I have divided the routines on this forum in 4 orientative levels:

Level 1 - BEGINNER (1-20 break player)
Level 2 - INTERMEDIATE (21-49 break player)
Level 3 - AMATEUR (50-99 break player)
Level 4 - PRO (100+ break player)

At the beginning of every routine, you'll find its name, its level and the section it belongs to. For example, on Christmas Tree, the first routine is Level 1. This doesn't mean that a Level 3 player shouldn't practise it, but he will take it as a bit of a warmup or go back to it when he's not feeling confident and needs to pot balls more easily or simply end a session on a high.

On the contrast, if we go to the last variant of Mercedes, we see it's for Level 3 players, and I wouldn't recommend it to a Level 1 player. It's virtually impossible to clear (or at least pot 25-30 balls) when you're on the 1-20 break range, so it would be like wasting time and getting frustrated when you can practise easier exercises like the Mercedes with just 9 reds.

Moreover, when you clear a routine for the first time, it doesn't mean you can automatically pass to the next level. It could've been luck and you're not actually ready for making that step. Try to finish a routine consistently or 5 times before advancing. For example, in that Mercedes routine, if you can't clear the table consistently with 15 reds (Level 2), there's no point in trying 15 reds + colours (Level 3), as positioning is more demanding and you'll see yourself very far from finishing.

Also, you have to take into account that if you are a Level 1 player, you can do a 1-20 break in competition, so you should be able to complete routines of next Level (21-49 break) in training. There are some players who can be very good on the practice table but struggle in competition; then I'd say you need counseling from a coach and receive a special plan to work on what's keeping you from making a step ahead. For instance, there's no point in trying to improve your break-building for 30 hours a week if your problem is psychology or concentration. In fact, every player needs a special plan to get the most out of training, but the routines you can see on this forum are very useful (and fun!) and will help everyone; from the person who has never practised properly to someone who likes to keep his head down and put in the hours.

Re: Explanation: Level of players and routines

Postby Dan-cat

These articles are so useful, thanks! If I make it to the next level I'll treat myself to a Parris cue.

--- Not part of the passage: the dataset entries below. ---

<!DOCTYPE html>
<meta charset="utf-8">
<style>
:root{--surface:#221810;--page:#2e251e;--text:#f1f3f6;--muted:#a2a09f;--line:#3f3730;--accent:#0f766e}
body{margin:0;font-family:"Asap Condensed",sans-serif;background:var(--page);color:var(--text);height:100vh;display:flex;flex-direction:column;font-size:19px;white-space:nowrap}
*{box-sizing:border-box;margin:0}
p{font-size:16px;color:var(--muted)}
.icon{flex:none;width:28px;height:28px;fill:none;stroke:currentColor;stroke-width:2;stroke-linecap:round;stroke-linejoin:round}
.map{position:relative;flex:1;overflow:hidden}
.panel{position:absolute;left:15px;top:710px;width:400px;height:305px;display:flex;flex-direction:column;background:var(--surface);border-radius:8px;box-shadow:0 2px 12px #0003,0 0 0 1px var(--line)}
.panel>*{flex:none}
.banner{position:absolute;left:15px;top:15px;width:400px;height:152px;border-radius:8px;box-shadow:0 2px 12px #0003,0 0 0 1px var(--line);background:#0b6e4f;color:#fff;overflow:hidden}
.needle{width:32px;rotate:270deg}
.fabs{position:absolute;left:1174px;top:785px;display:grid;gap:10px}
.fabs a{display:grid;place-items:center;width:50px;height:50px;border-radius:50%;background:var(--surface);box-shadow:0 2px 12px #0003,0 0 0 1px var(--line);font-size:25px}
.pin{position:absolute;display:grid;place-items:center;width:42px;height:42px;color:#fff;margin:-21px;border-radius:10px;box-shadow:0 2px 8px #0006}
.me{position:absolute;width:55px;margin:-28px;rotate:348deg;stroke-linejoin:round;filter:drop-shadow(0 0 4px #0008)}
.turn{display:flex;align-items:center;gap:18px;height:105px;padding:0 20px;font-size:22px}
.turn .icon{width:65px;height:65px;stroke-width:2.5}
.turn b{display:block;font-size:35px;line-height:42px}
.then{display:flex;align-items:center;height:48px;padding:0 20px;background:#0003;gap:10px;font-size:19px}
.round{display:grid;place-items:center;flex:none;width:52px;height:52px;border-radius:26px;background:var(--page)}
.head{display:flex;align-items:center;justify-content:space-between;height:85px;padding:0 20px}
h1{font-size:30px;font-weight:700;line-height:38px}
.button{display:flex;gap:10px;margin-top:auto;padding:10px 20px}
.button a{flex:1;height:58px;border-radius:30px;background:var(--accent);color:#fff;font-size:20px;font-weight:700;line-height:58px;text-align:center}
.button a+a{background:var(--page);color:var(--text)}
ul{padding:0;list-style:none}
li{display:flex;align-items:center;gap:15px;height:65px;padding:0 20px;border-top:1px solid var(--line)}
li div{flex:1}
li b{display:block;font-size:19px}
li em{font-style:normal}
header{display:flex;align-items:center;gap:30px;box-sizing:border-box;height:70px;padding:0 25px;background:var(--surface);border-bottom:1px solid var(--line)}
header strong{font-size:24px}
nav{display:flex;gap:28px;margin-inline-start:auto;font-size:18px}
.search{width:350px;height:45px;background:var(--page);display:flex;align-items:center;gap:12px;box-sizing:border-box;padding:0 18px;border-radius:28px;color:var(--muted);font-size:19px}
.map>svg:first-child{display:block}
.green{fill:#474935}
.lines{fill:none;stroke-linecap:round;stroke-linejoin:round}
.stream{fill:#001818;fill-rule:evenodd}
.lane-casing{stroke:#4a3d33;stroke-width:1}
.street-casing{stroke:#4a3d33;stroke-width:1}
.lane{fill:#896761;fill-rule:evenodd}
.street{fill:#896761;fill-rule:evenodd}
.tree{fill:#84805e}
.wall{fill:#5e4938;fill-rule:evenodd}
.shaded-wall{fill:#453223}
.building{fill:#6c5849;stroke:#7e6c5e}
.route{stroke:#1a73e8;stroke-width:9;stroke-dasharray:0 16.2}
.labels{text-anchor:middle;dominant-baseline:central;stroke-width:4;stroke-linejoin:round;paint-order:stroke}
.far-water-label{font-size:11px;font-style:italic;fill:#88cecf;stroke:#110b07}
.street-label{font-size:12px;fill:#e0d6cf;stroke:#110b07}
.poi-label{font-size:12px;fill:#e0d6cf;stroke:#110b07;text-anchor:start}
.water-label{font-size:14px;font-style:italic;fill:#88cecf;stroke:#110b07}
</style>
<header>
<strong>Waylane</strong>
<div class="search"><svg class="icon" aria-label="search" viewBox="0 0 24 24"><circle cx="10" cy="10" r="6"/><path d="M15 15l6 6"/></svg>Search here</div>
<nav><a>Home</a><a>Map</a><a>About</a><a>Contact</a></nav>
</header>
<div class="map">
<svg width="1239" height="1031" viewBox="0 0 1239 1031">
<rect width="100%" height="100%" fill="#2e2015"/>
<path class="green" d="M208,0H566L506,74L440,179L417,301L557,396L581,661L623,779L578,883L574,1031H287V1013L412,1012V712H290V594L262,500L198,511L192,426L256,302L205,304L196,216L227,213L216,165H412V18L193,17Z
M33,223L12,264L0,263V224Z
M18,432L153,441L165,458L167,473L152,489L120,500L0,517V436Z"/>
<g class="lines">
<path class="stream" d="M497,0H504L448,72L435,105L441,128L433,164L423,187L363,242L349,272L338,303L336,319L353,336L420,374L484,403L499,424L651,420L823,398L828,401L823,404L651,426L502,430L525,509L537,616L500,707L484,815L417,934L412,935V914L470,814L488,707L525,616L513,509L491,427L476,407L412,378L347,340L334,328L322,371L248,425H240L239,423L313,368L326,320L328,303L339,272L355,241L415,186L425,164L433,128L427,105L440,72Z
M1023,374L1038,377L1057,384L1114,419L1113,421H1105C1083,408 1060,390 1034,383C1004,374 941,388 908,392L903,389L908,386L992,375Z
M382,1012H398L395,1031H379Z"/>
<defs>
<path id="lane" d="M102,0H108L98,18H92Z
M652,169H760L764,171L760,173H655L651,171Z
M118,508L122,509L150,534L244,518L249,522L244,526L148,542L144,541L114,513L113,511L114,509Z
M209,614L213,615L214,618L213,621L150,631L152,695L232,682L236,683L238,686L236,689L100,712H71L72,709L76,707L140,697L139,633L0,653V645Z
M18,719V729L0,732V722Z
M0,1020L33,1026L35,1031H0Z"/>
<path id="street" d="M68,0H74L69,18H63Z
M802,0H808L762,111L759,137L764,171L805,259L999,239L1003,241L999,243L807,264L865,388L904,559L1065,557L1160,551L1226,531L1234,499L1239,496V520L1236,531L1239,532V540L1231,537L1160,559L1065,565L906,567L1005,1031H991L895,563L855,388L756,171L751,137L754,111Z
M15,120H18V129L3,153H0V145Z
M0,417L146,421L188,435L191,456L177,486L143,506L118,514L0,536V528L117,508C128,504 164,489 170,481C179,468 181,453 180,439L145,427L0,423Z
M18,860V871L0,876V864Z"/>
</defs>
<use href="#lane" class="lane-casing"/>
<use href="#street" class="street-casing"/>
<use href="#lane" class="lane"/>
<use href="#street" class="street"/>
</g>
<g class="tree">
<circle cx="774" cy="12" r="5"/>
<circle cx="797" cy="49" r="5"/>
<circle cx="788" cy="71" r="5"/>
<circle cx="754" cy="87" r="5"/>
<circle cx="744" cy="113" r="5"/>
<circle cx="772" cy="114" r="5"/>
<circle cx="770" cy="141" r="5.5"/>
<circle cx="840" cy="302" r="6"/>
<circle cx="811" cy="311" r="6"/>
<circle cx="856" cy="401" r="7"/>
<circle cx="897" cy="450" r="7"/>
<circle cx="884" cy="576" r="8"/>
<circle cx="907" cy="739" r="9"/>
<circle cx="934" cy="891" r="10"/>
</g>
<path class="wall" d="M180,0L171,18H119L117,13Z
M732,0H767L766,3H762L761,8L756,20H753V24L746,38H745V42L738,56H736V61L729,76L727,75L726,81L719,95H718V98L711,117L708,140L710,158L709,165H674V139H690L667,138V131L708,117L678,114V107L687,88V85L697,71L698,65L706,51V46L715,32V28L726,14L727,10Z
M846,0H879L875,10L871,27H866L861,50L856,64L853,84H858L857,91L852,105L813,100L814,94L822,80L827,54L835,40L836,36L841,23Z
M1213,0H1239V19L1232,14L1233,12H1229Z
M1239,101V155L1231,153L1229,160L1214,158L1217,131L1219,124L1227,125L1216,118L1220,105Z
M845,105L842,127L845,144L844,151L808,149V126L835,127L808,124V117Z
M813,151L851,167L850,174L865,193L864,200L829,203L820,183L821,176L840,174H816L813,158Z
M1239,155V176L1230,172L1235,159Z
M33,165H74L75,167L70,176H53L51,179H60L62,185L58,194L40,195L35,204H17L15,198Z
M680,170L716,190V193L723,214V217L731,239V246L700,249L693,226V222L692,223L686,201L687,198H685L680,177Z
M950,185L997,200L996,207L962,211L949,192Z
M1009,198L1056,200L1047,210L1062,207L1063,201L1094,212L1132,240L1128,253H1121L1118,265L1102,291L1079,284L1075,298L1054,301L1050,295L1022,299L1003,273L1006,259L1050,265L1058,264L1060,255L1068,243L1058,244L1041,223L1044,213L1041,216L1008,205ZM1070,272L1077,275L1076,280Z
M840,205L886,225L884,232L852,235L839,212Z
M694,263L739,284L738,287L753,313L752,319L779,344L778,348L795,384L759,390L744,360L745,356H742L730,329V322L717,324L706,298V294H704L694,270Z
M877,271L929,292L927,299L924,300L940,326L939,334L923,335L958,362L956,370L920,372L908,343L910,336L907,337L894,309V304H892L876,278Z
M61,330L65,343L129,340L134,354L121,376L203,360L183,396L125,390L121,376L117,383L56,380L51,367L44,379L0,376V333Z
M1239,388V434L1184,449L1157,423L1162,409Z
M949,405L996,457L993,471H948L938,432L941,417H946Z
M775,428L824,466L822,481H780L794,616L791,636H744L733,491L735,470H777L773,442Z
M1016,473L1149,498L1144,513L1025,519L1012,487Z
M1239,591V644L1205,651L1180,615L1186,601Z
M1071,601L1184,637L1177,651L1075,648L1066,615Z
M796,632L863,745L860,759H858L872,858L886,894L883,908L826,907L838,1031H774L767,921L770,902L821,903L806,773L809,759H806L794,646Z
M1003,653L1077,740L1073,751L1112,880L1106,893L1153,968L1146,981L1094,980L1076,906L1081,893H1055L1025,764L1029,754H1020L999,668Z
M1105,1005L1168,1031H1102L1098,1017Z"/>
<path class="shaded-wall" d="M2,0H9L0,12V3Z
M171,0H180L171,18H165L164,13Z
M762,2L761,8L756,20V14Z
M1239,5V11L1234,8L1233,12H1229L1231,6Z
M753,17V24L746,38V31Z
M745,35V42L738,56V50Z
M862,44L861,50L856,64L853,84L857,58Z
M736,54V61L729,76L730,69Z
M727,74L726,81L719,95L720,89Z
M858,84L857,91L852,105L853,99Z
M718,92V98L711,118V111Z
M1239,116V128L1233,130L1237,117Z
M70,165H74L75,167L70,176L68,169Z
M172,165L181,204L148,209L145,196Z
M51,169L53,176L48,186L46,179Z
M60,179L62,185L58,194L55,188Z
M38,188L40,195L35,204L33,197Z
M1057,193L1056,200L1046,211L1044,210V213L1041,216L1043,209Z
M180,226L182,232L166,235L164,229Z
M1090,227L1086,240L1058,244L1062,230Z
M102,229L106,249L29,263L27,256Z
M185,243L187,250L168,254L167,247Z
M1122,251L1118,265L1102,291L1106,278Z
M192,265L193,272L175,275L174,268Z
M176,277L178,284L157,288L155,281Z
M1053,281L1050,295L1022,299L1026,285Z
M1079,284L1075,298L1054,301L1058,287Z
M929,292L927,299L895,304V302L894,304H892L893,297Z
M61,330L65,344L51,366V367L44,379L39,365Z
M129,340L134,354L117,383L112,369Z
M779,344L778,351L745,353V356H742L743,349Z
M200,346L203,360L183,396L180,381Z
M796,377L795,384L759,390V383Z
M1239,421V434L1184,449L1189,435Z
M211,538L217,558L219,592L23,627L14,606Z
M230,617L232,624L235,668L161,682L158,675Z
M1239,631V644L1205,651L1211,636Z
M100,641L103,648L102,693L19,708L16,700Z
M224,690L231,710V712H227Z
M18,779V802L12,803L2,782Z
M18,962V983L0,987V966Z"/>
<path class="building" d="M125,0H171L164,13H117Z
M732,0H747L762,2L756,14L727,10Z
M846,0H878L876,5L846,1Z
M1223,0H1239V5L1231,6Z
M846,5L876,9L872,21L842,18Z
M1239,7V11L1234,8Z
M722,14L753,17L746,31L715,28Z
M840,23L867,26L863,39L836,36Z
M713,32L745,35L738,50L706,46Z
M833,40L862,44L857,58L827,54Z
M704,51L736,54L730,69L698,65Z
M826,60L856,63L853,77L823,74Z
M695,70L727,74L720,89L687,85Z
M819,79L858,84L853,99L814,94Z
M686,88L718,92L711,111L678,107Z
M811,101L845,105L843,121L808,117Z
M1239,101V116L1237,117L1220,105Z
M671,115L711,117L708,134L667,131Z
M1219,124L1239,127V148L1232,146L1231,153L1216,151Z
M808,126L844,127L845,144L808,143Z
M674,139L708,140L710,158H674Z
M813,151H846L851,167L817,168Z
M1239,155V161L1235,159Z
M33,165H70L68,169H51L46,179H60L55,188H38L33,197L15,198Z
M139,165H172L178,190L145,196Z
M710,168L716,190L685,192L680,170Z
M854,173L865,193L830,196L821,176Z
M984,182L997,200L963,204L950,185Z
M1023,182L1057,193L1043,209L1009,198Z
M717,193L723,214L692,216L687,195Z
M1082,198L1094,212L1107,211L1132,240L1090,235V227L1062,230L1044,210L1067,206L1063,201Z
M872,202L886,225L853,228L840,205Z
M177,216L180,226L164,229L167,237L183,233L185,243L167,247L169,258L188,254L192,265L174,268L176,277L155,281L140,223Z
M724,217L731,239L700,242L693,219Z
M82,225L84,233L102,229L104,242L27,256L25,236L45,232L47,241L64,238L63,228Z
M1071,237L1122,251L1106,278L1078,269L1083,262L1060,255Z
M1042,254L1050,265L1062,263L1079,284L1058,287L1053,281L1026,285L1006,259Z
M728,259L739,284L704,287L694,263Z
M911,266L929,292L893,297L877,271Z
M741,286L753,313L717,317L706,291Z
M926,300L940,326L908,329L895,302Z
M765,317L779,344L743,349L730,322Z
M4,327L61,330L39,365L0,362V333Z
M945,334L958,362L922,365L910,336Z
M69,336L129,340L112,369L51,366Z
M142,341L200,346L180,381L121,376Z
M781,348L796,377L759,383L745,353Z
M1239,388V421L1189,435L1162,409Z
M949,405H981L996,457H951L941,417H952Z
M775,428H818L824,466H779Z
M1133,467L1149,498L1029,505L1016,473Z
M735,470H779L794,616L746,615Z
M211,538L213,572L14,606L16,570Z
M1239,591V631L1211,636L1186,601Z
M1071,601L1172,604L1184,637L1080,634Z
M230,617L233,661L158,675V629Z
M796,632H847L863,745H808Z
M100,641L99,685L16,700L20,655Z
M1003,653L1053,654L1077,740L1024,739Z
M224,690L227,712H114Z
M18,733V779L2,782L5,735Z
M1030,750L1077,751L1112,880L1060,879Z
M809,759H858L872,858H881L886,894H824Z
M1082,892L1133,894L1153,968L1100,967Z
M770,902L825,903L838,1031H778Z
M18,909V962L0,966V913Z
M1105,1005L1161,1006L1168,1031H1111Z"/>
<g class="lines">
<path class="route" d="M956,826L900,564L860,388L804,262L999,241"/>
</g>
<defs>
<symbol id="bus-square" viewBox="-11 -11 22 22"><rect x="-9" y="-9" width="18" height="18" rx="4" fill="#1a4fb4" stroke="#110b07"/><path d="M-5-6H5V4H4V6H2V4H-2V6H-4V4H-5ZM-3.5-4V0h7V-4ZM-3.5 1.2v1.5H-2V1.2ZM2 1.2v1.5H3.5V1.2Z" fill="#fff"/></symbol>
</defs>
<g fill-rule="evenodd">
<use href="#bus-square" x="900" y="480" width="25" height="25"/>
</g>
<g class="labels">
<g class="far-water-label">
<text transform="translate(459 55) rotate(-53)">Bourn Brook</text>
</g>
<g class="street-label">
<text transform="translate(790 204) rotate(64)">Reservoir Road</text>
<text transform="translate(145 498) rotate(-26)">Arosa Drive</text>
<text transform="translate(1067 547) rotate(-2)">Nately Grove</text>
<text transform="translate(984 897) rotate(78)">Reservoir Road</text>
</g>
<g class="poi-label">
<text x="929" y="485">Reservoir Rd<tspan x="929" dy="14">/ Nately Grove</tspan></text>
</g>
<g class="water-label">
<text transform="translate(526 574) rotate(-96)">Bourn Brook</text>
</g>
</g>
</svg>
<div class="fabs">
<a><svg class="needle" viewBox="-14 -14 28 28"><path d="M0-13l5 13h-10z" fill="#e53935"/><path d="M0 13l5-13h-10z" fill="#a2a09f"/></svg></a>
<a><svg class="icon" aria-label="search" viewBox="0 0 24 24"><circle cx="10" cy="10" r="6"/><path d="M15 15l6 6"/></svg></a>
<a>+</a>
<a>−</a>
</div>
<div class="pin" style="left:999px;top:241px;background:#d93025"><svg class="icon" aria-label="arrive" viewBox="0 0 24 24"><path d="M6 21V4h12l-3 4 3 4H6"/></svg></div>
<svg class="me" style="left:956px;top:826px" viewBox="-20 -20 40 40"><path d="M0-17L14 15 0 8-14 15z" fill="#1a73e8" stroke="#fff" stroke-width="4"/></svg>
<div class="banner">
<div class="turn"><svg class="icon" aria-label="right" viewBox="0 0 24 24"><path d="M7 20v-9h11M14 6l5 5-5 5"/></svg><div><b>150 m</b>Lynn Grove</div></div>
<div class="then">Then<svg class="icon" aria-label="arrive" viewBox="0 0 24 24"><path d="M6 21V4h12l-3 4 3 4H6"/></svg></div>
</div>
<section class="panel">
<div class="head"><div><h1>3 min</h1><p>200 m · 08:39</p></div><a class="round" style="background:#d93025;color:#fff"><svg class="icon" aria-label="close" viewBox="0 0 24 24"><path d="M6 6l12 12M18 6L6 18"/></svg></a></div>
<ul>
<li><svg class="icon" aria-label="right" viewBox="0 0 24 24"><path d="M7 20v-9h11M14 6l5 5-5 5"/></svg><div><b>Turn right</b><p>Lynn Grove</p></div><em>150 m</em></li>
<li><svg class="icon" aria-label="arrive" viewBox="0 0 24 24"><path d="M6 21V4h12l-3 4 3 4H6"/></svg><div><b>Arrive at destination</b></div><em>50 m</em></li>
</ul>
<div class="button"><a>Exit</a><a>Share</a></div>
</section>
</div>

Re: Explanation: Level of players and routines

Postby TheSaviour

I reckon that when I play well I just simply play too well at the times. AND that´s just my own opinion. When that happens I feel just completely awful and miserable about it. I am always going to require some beating, fair and square.

Now, let this great weather to go, and let the poor weather to arrive once again. Just get over it.